The following posts develop the structural argument: the concrete cost-of-testing argument (If This Were a Test, How Much Would It Cost?), and the concept of entanglement that underlies it (Entanglement).

Footnotes

  1. The test also doesn't tell us when AI will reach the relevant capability level — just that at some point it will, and from that point on, the evaluation stops working. The move seems to have a decent track record as a heuristic — better, at least, than "it's just a non-agentic tool."

  2. The move also doesn't imply that the AI in question will behave undesirably. After all, it might be aligned, in which case it won't have a reason to game the evaluation despite having the ability to do so. However, if we are confident the AI is aligned, why did we bother running the evaluation in the first place?

  3. Unless they're sandbagging — deliberately underperforming to seem less capable, for example in order to avoid being given harder work or to appear less threatening. (Humans do this, and we have seen AIs doing it too.) This shows that it matters not only what sort of evaluation we are running, but also why we are running it.

  4. We do use some evaluation-adjacent processes — background checks, security clearances, vetting. But these primarily check history and associations, not dispositions. And even these are routinely defeated: people with security clearances have sold state secrets throughout history.

  5. Incidentally, this last example points to a minor flaw in my argument: I suspect that if we evaluated political candidates for a bunch of things such as dark triad traits and basic numeracy, this would improve matters. Obviously, this would be problematic (who decides what is on the test?), and undemocratic, and people would game it a lot, and powerful people might try to bypass it. But the main problem is not that it would be so ineffective as to be completely unhelpful. However, I think that even this example supports the broader point, that when it comes to strategic entities, evaluations are not a very reliable oversight method.

  6. The pattern isn't limited to humans. Volkswagen programmed its cars to detect emissions tests and reduce pollution only during testing — passing evaluations while exceeding legal limits multiple times in normal driving. (Incidentally, this gives an example of the evaluator getting deceived without any "deliberate deception" by the evaluated entity. Which illustrates that some of the philosophical discussions around intentionality are orthogonal to questions about evaluation gaming.)

  7. The "play nice, then act" pattern is one of several counter-strategies available to a misaligned AI. The human analogy makes it especially vivid: it's not a theoretical concern — it's standard human behaviour in adversarial contexts.

  8. There's one genuinely novel advantage: if we're confident an AI doesn't have moral status, we can test it more intrusively than we could a human — isolation, repetition, adversarial probing that would be unacceptable to do to a person. This advantage erodes if the AI does have morally relevant properties.
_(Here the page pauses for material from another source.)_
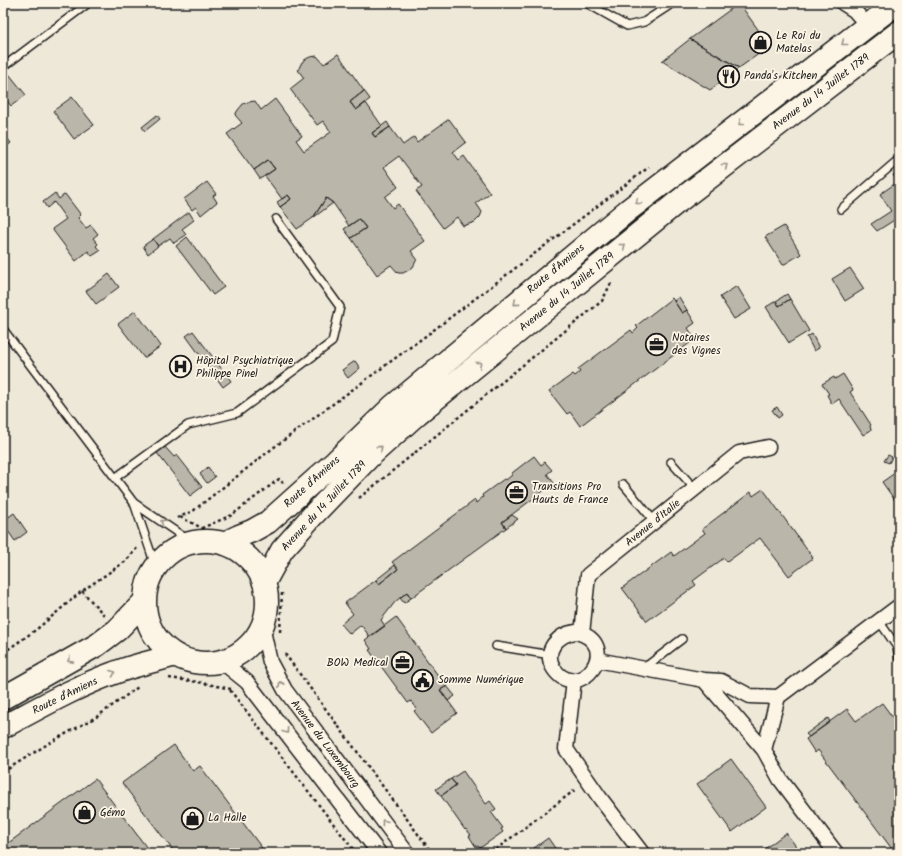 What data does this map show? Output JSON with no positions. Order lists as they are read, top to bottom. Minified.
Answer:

  9. But what if we use the measurement data for oversight? For example, what if we take a genuine measurement of the AI's hacking abilities, then use it to decide whether the AI still seems safe or not. In case this still seems like a viable idea, recall the Human Substitution Test: "Would this strategy seem reliable against a strategic human?". (No.)

  10. An individual human has unified awareness and can coordinate their deception seamlessly. An institution has departments with different information and conflicting interests. AI systems could go either way — but optimisation pressure toward unified awareness would erode these advantages, much as companies under regulatory scrutiny learn to route communications through legal and train employees on what to say to auditors.